_PROBLEM DESCRIPTION_:
Your answer should be the lines of the data below that contain "buttons".

====

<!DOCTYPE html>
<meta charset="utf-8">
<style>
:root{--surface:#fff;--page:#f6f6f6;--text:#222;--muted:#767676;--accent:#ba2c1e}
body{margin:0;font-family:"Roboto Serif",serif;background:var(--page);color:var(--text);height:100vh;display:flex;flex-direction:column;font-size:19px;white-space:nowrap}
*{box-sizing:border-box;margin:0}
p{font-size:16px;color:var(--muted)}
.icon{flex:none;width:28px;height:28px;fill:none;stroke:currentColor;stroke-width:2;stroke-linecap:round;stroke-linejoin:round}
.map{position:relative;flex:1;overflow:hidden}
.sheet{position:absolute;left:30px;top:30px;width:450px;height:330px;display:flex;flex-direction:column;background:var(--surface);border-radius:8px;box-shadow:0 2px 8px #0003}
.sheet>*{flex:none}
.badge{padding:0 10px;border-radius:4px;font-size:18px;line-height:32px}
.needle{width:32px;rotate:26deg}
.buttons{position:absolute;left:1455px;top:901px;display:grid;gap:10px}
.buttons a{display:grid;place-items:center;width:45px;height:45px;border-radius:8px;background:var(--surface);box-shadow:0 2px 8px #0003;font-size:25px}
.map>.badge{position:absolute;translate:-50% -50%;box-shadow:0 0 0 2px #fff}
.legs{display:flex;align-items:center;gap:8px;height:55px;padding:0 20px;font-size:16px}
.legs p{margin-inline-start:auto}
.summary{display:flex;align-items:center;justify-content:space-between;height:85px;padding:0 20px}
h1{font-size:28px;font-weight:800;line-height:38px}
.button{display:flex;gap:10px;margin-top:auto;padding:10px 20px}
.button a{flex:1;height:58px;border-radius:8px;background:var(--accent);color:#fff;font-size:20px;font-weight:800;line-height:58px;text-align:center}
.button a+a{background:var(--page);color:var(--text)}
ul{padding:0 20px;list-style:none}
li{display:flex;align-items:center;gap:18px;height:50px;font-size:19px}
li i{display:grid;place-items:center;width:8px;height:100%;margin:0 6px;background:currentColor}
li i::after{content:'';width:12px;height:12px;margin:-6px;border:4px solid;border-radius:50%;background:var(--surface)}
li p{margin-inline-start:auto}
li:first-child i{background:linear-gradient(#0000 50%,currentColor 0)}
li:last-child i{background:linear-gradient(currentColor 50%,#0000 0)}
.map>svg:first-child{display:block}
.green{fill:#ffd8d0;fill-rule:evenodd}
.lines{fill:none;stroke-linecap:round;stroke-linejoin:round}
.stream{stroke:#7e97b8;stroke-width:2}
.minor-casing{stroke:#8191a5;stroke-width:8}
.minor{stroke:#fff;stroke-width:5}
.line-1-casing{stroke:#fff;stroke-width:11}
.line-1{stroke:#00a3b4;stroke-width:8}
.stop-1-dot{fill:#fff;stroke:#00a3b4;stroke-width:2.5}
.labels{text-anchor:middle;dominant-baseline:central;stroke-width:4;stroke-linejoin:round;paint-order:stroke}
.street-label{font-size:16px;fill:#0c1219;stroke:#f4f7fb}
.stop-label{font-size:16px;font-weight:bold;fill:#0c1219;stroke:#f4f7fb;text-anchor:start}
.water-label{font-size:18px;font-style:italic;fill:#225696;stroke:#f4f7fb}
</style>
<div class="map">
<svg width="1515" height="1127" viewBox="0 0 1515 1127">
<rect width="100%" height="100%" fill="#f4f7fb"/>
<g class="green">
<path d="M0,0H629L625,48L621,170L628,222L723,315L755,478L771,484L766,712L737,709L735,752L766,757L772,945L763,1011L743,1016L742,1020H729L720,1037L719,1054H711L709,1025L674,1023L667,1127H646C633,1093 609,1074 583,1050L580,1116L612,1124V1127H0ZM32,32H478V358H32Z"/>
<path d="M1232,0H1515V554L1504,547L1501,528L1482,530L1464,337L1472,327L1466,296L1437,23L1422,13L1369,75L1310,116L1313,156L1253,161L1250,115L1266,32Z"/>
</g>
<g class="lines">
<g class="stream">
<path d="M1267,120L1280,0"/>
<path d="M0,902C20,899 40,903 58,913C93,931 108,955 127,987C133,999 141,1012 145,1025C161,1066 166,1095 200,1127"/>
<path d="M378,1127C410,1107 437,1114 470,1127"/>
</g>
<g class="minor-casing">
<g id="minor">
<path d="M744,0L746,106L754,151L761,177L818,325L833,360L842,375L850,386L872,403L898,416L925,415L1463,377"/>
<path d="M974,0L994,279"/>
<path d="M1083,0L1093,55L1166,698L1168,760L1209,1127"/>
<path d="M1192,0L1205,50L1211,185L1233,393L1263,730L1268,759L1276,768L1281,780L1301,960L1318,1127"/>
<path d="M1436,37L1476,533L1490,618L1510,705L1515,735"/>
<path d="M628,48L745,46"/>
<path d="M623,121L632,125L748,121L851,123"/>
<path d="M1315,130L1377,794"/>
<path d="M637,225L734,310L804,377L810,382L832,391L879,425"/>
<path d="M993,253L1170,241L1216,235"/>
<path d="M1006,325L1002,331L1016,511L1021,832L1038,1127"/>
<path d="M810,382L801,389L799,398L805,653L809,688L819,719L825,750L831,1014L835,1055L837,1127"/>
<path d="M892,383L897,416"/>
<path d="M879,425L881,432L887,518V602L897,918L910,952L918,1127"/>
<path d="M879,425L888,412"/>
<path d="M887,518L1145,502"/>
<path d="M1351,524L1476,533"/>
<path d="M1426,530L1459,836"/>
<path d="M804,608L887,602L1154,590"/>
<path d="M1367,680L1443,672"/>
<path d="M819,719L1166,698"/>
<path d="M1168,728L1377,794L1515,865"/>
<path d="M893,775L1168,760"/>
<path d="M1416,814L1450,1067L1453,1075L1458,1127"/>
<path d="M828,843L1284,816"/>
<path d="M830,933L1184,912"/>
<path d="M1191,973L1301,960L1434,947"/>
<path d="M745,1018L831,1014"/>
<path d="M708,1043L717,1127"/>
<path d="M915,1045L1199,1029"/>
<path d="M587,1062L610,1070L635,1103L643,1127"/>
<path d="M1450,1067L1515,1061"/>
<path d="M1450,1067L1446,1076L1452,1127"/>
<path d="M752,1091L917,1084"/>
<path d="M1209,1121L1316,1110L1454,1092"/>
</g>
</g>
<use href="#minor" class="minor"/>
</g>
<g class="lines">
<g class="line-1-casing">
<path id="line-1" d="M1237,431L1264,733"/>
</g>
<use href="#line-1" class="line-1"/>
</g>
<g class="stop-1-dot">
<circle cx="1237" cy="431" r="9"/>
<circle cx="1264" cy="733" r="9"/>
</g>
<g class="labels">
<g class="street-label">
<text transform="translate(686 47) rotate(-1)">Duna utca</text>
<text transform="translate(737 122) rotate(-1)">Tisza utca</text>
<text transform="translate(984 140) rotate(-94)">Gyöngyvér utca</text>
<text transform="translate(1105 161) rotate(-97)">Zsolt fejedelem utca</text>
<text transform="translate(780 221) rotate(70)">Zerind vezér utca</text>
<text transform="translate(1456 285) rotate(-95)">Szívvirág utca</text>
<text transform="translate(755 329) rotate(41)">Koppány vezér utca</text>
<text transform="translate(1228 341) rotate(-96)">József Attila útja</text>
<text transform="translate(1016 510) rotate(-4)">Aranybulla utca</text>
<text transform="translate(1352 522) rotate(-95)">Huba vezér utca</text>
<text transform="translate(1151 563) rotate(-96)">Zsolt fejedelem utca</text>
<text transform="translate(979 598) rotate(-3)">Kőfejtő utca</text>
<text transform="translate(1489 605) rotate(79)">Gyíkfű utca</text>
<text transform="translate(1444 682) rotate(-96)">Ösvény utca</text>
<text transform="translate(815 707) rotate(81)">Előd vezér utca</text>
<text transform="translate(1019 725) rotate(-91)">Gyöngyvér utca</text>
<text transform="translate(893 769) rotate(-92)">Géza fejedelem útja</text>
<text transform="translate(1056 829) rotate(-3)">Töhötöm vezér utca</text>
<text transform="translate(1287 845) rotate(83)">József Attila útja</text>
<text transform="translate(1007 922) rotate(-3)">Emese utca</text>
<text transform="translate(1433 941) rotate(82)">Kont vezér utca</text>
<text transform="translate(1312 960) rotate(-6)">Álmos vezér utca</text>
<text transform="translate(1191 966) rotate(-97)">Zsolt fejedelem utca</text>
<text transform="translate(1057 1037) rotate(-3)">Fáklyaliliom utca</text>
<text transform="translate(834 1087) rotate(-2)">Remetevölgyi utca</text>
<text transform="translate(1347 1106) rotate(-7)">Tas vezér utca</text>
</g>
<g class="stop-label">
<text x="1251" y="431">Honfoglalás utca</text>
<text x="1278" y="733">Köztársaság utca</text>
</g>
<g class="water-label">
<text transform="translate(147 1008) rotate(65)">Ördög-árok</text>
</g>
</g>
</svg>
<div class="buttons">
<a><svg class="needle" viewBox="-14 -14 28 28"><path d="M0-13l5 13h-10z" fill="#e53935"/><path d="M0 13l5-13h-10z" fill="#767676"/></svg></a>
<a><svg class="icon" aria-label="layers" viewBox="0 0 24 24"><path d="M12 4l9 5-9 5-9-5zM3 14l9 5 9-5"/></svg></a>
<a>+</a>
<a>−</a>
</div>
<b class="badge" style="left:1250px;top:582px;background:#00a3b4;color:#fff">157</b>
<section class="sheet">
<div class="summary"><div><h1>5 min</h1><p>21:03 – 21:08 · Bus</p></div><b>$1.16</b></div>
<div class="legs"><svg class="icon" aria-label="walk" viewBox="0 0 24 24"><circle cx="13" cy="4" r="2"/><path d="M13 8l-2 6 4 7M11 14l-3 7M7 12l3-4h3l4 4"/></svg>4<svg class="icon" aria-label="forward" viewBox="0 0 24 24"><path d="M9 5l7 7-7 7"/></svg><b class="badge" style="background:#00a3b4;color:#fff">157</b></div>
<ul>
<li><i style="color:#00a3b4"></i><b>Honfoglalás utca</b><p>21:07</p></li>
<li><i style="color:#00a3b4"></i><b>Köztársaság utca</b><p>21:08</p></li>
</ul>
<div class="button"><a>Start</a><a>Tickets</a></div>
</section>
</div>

====

_RESULT OF THIS TASK_:
.buttons{position:absolute;left:1455px;top:901px;display:grid;gap:10px}
.buttons a{display:grid;place-items:center;width:45px;height:45px;border-radius:8px;background:var(--surface);box-shadow:0 2px 8px #0003;font-size:25px}
<div class="buttons">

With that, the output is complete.